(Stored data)
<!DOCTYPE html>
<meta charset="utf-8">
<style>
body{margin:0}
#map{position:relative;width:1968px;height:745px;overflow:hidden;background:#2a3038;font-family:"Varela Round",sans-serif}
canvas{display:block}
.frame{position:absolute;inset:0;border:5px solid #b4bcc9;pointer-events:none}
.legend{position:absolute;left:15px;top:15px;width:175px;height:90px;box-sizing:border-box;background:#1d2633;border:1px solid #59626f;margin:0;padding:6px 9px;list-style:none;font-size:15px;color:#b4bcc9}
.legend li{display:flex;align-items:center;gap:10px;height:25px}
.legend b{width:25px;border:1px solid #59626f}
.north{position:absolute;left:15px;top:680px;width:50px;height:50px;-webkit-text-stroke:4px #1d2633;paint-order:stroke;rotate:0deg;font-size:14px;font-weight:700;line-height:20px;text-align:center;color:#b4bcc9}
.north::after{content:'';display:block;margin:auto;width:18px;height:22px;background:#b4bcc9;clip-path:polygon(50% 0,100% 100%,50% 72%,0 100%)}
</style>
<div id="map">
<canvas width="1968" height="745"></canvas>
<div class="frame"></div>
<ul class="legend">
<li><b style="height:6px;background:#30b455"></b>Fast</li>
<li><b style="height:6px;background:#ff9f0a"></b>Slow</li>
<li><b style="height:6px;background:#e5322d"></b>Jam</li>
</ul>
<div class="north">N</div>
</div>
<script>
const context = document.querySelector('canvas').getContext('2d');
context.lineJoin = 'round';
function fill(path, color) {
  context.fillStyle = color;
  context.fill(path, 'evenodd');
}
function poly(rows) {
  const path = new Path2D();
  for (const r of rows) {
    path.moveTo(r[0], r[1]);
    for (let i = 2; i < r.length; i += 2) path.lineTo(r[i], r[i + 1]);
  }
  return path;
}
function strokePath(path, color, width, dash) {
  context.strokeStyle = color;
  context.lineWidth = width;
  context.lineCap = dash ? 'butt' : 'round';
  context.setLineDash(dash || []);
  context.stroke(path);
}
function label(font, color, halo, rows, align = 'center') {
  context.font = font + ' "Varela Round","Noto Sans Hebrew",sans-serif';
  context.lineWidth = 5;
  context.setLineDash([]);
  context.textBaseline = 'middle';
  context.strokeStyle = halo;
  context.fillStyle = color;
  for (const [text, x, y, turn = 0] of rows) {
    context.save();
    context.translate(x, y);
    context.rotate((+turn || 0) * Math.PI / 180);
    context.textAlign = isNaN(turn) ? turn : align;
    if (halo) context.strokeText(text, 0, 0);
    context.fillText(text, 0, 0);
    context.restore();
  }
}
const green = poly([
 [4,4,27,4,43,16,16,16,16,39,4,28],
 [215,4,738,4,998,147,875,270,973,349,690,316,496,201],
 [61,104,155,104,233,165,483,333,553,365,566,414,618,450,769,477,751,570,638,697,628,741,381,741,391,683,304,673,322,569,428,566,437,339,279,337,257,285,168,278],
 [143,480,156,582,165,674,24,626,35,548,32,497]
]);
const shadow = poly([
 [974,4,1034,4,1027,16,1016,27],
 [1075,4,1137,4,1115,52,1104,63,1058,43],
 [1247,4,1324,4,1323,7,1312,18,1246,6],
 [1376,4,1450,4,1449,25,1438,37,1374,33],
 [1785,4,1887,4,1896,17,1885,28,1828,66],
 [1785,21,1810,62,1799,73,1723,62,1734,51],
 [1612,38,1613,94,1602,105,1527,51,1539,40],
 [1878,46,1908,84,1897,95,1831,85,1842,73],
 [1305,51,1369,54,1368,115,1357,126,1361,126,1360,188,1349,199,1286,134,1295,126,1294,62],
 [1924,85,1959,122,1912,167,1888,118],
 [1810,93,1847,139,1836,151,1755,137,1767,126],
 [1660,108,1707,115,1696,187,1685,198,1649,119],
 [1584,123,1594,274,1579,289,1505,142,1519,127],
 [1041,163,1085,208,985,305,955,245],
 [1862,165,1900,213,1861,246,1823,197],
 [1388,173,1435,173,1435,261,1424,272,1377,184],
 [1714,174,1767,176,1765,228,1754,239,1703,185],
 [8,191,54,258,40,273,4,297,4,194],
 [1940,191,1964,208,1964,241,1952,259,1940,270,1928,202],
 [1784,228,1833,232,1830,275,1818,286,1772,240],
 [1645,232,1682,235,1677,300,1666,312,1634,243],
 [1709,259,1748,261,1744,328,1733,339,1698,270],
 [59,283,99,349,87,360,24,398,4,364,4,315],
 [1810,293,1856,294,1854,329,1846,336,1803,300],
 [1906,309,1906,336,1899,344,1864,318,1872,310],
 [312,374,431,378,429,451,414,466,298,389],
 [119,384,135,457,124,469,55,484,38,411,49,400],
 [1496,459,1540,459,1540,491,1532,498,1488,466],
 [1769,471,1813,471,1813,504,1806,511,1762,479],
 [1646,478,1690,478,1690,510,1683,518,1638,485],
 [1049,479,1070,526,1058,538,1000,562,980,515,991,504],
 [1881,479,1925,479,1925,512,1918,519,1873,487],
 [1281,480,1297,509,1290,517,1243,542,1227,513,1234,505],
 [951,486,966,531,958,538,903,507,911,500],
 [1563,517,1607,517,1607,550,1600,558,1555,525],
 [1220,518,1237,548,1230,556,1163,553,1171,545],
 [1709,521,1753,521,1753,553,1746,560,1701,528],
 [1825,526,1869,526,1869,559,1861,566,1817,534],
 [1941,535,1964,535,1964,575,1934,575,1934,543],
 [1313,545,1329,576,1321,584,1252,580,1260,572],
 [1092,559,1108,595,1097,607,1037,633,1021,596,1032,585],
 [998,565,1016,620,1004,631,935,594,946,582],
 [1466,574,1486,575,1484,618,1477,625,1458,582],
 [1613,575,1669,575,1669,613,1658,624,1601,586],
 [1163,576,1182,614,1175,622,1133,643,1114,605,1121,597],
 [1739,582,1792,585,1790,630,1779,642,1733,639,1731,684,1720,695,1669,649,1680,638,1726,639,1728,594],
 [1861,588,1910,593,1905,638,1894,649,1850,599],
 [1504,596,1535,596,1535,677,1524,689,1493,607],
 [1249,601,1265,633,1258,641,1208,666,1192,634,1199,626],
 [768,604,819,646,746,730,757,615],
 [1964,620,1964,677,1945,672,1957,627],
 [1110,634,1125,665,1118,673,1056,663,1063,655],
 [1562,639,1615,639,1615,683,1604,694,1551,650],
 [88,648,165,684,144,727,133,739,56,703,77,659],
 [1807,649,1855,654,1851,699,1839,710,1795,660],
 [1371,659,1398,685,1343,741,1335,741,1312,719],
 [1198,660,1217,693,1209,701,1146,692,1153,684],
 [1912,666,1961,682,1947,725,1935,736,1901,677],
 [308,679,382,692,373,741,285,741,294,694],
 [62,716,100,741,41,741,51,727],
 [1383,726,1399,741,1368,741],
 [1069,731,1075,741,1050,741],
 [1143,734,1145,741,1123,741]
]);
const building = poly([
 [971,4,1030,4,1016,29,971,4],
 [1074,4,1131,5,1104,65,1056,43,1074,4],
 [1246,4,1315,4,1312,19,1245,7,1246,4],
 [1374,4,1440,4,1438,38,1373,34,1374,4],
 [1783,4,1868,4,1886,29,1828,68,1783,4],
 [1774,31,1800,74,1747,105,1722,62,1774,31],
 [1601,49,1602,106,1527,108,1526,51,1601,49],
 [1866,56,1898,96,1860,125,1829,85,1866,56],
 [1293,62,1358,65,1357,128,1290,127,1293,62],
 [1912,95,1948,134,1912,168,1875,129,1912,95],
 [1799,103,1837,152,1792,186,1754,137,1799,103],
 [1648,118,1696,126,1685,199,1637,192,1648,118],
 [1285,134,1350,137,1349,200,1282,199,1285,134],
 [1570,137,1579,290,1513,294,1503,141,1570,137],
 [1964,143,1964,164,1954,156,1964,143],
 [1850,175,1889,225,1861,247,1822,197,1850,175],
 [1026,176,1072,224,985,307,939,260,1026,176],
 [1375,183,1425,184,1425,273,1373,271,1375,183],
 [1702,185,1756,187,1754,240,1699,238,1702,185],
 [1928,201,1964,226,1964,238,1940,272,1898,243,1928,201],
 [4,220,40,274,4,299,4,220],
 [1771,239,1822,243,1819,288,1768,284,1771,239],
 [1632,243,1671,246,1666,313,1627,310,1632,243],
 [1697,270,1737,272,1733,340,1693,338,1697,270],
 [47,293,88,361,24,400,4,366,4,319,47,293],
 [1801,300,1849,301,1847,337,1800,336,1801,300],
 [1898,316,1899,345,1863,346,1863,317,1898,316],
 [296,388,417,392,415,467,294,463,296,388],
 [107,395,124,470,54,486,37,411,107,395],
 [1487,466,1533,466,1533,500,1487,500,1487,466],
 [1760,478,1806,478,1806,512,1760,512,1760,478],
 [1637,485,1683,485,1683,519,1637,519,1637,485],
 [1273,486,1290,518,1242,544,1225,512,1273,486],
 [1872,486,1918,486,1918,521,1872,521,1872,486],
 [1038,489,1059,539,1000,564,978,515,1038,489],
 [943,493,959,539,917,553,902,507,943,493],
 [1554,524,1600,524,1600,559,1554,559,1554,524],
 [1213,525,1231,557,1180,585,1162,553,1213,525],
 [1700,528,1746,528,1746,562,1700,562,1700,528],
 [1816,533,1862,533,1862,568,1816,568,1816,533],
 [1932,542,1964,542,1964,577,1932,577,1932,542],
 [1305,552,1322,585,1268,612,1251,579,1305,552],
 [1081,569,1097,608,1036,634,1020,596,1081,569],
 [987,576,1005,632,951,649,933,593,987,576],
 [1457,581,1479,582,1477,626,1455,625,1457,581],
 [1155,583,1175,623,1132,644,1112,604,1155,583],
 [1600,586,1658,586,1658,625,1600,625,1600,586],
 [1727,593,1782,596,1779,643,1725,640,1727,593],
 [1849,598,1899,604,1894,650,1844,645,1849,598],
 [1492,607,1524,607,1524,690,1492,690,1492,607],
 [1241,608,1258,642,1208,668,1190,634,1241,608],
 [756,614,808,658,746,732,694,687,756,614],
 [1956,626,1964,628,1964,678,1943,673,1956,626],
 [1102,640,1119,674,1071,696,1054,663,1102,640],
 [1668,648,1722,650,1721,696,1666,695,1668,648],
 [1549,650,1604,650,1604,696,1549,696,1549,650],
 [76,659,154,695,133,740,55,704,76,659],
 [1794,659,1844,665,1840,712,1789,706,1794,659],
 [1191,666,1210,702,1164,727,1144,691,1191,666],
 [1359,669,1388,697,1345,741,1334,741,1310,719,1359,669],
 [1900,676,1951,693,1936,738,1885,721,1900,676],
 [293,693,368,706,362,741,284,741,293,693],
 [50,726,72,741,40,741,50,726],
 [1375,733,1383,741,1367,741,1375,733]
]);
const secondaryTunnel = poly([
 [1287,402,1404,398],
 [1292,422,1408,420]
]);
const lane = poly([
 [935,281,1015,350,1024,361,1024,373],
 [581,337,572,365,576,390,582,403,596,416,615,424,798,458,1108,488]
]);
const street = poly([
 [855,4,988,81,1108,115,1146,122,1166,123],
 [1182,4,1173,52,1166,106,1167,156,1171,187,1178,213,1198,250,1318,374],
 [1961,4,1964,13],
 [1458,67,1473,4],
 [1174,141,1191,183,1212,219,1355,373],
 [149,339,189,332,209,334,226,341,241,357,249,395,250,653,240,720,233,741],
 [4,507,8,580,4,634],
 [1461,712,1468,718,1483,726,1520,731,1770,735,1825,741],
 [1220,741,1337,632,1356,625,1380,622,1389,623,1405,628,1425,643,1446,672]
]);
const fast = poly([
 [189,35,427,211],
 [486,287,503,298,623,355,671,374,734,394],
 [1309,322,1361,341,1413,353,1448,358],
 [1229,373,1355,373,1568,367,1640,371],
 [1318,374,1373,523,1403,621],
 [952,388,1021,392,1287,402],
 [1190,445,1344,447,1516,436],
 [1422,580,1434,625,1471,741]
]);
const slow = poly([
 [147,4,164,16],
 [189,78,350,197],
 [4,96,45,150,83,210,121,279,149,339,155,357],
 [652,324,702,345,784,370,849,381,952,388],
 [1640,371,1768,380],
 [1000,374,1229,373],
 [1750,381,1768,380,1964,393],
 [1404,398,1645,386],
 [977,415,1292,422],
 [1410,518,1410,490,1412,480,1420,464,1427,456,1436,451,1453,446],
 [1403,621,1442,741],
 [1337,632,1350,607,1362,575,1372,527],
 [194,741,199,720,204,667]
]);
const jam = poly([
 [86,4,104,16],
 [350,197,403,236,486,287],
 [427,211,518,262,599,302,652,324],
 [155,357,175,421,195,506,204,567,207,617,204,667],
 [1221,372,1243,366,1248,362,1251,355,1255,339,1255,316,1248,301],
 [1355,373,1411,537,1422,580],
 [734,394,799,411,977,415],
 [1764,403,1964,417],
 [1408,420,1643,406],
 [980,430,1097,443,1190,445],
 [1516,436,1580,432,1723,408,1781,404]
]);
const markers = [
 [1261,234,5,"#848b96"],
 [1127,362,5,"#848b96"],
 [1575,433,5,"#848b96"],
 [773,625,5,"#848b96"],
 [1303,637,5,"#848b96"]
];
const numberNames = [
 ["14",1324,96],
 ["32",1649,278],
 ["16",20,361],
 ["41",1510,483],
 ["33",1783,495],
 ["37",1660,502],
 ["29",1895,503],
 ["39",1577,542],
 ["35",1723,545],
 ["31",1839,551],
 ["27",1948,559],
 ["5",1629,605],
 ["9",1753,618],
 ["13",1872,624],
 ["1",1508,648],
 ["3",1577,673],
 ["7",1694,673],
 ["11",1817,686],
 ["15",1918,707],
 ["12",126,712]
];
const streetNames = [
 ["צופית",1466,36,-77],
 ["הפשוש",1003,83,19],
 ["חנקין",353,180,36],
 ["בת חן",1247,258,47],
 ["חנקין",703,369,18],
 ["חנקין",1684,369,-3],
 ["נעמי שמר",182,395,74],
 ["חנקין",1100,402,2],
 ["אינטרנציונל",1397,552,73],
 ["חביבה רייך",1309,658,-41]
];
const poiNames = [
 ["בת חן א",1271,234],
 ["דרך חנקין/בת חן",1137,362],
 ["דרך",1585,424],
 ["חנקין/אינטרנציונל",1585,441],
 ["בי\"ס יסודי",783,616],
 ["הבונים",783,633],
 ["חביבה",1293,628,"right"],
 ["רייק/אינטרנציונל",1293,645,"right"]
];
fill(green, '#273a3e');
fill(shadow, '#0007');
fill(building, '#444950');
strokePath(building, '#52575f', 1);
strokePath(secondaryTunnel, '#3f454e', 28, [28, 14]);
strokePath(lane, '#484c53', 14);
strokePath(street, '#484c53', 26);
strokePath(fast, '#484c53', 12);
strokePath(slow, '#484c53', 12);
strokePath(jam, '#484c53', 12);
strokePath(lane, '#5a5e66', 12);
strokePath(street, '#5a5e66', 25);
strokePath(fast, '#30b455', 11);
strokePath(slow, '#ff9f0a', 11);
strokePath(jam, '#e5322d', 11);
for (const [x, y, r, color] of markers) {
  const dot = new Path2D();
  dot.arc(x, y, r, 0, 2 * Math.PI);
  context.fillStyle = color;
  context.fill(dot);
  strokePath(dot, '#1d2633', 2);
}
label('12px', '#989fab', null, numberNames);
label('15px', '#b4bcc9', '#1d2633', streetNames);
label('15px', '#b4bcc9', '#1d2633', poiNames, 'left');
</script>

§ **What you have to do**
Starting at the line that has "for (const r" and ending at the line that has "context.lineCap = dash ? 'butt' : 'round';", please write out the lines above exactly, leaving out all others.

§ **Worked solution**
  for (const r of rows) {
    path.moveTo(r[0], r[1]);
    for (let i = 2; i < r.length; i += 2) path.lineTo(r[i], r[i + 1]);
  }
  return path;
}
function strokePath(path, color, width, dash) {
  context.strokeStyle = color;
  context.lineWidth = width;
  context.lineCap = dash ? 'butt' : 'round';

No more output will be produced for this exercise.